What you will do:
A single total is needed, the number of lines of this listing that contain the string "display".

--------------------------------

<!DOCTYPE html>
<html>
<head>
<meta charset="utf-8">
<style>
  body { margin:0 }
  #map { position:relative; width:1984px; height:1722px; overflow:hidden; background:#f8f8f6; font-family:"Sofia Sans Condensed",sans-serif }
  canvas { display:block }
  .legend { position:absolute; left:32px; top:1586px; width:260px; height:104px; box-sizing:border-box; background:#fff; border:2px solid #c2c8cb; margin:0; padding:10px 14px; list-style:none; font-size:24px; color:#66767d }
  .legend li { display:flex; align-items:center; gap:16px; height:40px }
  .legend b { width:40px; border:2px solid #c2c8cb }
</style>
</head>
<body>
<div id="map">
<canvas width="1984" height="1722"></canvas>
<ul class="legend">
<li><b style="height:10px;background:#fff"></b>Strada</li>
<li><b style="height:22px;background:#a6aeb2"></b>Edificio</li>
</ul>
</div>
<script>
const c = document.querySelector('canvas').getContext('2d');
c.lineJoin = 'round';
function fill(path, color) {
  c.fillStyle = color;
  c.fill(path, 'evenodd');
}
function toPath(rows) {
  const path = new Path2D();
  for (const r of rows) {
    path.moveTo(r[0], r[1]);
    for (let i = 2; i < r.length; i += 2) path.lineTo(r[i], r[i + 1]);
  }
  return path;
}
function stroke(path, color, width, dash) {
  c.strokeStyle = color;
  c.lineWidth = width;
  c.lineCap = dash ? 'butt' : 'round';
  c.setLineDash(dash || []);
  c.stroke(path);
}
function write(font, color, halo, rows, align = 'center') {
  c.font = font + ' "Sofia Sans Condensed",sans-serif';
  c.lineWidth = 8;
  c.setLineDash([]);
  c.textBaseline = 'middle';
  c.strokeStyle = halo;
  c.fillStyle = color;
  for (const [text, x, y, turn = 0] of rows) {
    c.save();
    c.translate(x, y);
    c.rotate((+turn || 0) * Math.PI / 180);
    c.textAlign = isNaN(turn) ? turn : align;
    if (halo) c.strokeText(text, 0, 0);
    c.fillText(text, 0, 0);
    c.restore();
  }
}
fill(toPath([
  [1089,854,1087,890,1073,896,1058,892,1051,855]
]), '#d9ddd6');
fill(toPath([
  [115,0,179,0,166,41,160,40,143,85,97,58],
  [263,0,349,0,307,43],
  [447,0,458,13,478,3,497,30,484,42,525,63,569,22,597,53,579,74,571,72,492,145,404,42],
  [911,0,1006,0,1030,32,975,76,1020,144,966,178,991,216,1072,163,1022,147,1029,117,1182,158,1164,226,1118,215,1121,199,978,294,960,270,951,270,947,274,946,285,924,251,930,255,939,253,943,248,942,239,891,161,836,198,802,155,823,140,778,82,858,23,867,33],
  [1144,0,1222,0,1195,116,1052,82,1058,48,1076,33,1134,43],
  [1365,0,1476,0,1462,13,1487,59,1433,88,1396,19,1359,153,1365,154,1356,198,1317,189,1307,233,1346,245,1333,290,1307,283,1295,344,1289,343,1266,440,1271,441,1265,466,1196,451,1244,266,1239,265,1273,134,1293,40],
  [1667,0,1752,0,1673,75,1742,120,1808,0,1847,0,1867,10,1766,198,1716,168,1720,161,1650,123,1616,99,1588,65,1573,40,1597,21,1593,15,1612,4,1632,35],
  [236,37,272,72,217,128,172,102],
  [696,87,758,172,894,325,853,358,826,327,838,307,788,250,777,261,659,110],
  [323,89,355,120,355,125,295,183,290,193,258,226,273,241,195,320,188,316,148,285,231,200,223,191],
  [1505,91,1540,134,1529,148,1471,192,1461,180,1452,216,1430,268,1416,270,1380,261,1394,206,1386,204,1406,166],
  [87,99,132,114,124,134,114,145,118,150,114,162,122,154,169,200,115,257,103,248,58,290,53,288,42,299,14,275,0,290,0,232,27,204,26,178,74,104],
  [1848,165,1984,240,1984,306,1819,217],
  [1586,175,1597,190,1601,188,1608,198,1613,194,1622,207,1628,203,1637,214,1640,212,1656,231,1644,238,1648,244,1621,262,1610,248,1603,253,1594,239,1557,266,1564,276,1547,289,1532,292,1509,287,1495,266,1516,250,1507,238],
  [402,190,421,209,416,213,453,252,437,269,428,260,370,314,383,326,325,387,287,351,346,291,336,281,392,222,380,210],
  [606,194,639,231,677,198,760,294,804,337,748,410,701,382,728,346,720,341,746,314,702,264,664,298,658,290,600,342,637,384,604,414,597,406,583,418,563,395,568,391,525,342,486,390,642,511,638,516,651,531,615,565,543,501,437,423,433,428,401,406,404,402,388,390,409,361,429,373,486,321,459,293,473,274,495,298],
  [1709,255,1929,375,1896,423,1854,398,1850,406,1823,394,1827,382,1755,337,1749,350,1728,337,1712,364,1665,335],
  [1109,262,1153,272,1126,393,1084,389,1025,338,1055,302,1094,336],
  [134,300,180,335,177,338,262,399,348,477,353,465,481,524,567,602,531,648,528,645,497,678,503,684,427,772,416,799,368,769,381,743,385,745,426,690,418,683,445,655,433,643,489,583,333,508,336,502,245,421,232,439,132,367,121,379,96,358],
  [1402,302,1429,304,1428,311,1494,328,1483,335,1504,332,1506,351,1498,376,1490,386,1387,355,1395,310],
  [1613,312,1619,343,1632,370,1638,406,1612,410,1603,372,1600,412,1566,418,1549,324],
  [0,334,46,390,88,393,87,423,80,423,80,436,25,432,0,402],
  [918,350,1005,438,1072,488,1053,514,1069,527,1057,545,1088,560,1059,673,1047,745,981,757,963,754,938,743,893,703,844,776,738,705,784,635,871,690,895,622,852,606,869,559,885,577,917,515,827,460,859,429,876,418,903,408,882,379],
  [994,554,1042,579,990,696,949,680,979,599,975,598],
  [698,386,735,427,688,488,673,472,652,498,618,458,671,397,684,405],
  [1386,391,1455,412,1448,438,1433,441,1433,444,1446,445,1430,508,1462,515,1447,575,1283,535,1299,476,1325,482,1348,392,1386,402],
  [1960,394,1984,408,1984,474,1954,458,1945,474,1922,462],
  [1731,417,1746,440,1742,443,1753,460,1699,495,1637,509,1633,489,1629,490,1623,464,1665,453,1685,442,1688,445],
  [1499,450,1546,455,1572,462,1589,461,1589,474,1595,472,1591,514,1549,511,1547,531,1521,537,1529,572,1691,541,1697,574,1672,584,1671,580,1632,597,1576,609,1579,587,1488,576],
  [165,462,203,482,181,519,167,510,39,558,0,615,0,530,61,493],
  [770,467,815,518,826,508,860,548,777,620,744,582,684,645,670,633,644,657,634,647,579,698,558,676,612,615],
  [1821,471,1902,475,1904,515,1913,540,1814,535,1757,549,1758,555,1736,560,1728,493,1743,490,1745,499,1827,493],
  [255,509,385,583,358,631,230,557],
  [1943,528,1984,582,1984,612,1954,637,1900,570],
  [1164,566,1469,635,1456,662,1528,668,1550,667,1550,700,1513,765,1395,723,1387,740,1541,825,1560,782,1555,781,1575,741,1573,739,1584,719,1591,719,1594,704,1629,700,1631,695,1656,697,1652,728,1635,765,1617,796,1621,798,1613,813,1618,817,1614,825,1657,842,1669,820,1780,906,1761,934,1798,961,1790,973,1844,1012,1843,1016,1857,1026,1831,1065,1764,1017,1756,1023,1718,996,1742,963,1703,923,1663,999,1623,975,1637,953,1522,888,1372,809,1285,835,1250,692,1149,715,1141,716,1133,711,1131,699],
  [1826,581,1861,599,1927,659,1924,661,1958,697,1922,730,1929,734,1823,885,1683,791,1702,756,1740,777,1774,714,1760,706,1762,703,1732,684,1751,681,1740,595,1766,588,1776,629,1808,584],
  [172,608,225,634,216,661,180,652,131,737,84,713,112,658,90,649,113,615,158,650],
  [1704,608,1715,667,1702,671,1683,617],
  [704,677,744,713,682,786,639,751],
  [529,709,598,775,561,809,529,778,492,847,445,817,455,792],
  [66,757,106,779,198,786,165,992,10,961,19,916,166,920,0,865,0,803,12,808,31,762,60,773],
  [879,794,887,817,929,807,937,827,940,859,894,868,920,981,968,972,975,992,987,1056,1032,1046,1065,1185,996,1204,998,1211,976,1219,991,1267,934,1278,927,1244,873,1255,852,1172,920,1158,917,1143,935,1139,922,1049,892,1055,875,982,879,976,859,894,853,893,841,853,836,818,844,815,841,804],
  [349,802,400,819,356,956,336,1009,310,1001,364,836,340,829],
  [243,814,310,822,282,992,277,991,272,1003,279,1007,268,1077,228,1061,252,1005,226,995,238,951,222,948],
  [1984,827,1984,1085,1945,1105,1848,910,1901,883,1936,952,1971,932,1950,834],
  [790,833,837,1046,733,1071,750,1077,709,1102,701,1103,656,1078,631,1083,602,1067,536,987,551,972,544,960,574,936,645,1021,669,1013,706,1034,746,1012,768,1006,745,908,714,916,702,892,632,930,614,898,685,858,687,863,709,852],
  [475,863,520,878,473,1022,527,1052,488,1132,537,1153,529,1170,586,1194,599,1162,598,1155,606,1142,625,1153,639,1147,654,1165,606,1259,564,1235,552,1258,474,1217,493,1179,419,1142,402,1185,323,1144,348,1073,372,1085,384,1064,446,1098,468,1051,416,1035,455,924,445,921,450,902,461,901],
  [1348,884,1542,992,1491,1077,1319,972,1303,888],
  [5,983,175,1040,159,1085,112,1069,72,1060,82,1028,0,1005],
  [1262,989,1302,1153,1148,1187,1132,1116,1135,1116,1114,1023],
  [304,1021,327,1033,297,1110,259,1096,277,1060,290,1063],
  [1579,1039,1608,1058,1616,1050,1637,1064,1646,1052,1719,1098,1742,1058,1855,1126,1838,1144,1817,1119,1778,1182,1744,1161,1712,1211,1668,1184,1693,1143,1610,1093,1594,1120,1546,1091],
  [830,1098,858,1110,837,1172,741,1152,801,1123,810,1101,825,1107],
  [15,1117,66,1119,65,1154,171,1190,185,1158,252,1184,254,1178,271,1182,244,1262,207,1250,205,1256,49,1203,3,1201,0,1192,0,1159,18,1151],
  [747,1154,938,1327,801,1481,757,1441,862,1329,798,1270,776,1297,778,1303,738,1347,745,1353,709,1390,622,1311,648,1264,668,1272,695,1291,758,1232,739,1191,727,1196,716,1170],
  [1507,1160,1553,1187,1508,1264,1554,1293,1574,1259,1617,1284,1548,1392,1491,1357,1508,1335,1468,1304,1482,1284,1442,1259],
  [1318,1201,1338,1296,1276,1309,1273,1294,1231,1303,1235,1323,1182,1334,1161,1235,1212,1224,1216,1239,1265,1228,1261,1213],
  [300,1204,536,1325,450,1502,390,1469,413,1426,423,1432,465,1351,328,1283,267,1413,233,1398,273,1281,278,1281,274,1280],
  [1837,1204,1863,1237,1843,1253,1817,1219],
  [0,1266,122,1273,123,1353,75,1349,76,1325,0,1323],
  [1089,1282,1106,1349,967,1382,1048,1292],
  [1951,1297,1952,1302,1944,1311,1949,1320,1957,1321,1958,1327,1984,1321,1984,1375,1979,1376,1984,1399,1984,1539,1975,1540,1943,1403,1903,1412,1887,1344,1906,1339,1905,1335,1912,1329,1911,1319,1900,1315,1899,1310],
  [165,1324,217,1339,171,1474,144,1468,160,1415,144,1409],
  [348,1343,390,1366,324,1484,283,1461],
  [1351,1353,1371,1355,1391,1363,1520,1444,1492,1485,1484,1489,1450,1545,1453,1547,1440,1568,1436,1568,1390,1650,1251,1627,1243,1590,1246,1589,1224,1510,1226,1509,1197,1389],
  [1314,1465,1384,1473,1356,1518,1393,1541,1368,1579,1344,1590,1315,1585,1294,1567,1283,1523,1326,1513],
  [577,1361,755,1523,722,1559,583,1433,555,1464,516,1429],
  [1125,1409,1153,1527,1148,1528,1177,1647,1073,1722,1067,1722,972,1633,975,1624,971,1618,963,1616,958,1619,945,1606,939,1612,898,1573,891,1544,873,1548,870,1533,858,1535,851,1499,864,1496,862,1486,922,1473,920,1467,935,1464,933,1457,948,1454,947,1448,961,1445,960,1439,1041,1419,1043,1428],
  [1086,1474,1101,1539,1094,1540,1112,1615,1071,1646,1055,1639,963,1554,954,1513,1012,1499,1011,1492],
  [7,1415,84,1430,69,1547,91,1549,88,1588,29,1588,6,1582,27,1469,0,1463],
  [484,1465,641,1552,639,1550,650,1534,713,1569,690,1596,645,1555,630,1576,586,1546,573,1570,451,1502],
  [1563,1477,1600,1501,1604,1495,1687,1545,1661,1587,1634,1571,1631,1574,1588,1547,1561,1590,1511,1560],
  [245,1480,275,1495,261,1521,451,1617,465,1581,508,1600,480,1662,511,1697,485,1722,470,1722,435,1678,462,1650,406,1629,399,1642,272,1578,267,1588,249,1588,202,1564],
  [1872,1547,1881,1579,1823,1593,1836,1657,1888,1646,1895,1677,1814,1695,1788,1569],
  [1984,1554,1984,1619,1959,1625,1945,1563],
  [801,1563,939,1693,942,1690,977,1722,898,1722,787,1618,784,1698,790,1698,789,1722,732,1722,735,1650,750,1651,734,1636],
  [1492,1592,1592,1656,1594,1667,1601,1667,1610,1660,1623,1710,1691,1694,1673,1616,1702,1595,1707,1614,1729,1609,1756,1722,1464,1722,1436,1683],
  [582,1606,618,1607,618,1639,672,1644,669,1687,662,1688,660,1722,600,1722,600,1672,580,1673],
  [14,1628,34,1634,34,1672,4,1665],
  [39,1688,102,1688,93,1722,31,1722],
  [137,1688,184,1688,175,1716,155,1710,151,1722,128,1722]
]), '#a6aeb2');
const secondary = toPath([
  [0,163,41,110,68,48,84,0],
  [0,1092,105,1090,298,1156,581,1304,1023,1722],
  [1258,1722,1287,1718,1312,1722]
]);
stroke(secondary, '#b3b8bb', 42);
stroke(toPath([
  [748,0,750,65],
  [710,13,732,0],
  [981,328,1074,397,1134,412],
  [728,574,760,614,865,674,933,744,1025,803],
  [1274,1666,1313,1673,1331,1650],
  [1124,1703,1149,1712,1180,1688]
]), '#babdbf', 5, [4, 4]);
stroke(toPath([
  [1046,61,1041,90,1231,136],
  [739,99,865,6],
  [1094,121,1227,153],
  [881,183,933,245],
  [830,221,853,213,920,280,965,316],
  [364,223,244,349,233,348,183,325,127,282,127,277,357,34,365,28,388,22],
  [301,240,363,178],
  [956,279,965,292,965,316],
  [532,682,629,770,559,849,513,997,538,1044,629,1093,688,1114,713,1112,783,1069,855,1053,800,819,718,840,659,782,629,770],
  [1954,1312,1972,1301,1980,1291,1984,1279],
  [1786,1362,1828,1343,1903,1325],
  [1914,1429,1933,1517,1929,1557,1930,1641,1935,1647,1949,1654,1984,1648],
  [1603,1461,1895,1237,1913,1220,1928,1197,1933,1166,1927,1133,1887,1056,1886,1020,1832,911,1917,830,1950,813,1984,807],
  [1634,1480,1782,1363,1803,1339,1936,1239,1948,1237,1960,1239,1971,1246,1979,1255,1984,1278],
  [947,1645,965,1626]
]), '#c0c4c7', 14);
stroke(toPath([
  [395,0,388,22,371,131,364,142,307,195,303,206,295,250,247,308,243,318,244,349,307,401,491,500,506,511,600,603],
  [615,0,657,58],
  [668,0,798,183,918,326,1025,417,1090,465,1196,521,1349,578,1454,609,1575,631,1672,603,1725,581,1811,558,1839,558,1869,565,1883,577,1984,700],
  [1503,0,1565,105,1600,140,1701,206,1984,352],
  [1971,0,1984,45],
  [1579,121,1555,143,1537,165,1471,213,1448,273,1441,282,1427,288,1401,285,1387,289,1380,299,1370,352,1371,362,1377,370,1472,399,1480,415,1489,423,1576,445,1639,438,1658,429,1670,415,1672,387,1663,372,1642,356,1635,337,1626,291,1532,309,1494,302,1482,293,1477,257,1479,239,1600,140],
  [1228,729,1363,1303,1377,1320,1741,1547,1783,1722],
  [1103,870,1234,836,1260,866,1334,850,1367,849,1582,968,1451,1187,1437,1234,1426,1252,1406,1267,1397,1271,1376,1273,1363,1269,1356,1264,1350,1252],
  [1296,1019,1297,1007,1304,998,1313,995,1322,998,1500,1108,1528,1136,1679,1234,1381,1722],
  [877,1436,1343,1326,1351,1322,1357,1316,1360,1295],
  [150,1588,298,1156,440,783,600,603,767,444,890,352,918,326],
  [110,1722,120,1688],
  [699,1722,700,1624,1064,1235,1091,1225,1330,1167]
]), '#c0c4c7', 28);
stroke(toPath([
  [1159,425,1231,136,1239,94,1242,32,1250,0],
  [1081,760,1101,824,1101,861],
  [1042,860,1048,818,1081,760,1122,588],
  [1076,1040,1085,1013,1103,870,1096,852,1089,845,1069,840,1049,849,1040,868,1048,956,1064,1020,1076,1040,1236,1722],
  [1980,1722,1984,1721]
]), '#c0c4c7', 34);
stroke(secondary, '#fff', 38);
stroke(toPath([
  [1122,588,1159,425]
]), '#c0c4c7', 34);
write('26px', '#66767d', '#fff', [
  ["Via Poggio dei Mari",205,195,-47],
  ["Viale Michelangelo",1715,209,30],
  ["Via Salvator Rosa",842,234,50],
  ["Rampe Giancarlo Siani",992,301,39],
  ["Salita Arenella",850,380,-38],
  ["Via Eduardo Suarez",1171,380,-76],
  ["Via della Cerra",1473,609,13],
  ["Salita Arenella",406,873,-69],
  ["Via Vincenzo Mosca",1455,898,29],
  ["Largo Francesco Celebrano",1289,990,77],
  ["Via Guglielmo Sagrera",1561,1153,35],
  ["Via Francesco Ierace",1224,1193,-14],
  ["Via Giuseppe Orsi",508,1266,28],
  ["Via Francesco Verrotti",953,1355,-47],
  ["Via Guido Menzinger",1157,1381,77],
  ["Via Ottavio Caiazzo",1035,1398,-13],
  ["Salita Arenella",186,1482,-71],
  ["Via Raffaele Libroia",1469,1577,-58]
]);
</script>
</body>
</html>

--------------------------------

Result below:
2